The reasoning behind this abhorrence of aging escapes me. My entire experience here on Planet Earth was lived at the same moment—the one in which I am aware. Age has rarely meant anything to me.

At age twelve, people treated me as 19-20. When nineteen came along, people assumed I was in my mid-20’s. By the time my 30’s arrived, most of my friends were in their early 20’s. Even now, I have few real friends my own age. I know plenty of people in their 50’s and 60’s, but those whom I call true friends are of all ages, from the very young to those in their late seventies and older.

It’s always been my contention that age is only a marker for statistical purpose. The body may have tell-tale signs of wear and tear. But the me operating this body has no age, except the one I inside my head.

The question which needs to be posed to a person is: If you’re so unhappy to reach your current age that you need to reconstruct your body to hide your experience, is reconstruction likely to erase your unhappiness?

Does one’s happiness depend on the physical representation of the person inside? After all, our bodies are only the vessels, which carry us around on this planet. Is our preoccupation with conforming to culture’s definition of beauty the only path to self-satisfaction and acceptance? Must we all be life-sized, unrealistic Barbie’s and Ken’s in order to be accepted as vital, beautiful, and worthwhile? If so, aren’t we all waving a white flag; surrendering our individuality and uniqueness in favor of a cultural impossibility?

Writers deal with this issue each time they develop a character, put together narrative description, or poetry. We devote much time and page space to beauty in one form or another. Have you ever wondered just how deeply our brains’ hard-wiring goes, if all cultures, races, and ages consider this one aspect of life as this important?

What do you think about our demand for physical perfection and beauty?
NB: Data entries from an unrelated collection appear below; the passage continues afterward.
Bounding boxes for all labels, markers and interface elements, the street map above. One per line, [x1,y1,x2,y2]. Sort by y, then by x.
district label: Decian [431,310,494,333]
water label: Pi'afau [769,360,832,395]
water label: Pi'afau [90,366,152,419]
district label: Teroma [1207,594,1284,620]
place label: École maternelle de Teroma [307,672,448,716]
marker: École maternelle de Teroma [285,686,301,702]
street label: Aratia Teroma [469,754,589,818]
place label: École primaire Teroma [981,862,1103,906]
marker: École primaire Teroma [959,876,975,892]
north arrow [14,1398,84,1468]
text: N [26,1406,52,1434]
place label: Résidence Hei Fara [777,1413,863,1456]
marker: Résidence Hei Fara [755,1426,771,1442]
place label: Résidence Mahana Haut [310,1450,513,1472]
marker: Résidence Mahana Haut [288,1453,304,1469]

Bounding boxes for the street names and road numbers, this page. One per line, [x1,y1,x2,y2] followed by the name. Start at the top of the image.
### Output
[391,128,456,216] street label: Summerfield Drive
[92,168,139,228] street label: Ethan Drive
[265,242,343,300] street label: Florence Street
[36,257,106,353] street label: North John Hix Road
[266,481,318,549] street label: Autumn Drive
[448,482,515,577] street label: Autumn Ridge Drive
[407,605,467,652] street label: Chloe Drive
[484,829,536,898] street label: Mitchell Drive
I’m looking for opinions on this topic. Are we the total of our body parts, or do we have an innate value and beauty than has nothing to do with our outer shells?

You tell me. Leave a comment. Take a stand.

A bientot,

Claudsy

 

  1. May 23, 2012 at 1:20 pm

    To be young Claudsy….how deep in our culture does this yearning go? When I was a kid, I was fascinated by Ponce De Leon’s search for the fountain of youth in Florida (isn’t that why the snowbirds go there?)

    I’m pretty good at accepting my age; but popular culture wants me to strive to be young: “60 is the new 30.” Youth-craving expressions like that make snake oil salespeople who peddle “youth” salivate like Pavolv’s dogs!

    We have a tsunami of people aging and more businesses selling anti-aging products than there are bedbugs in New York City. it is the perfect storm for capitalism and a sinking ship for the “you-can-age-gracefully” crowd.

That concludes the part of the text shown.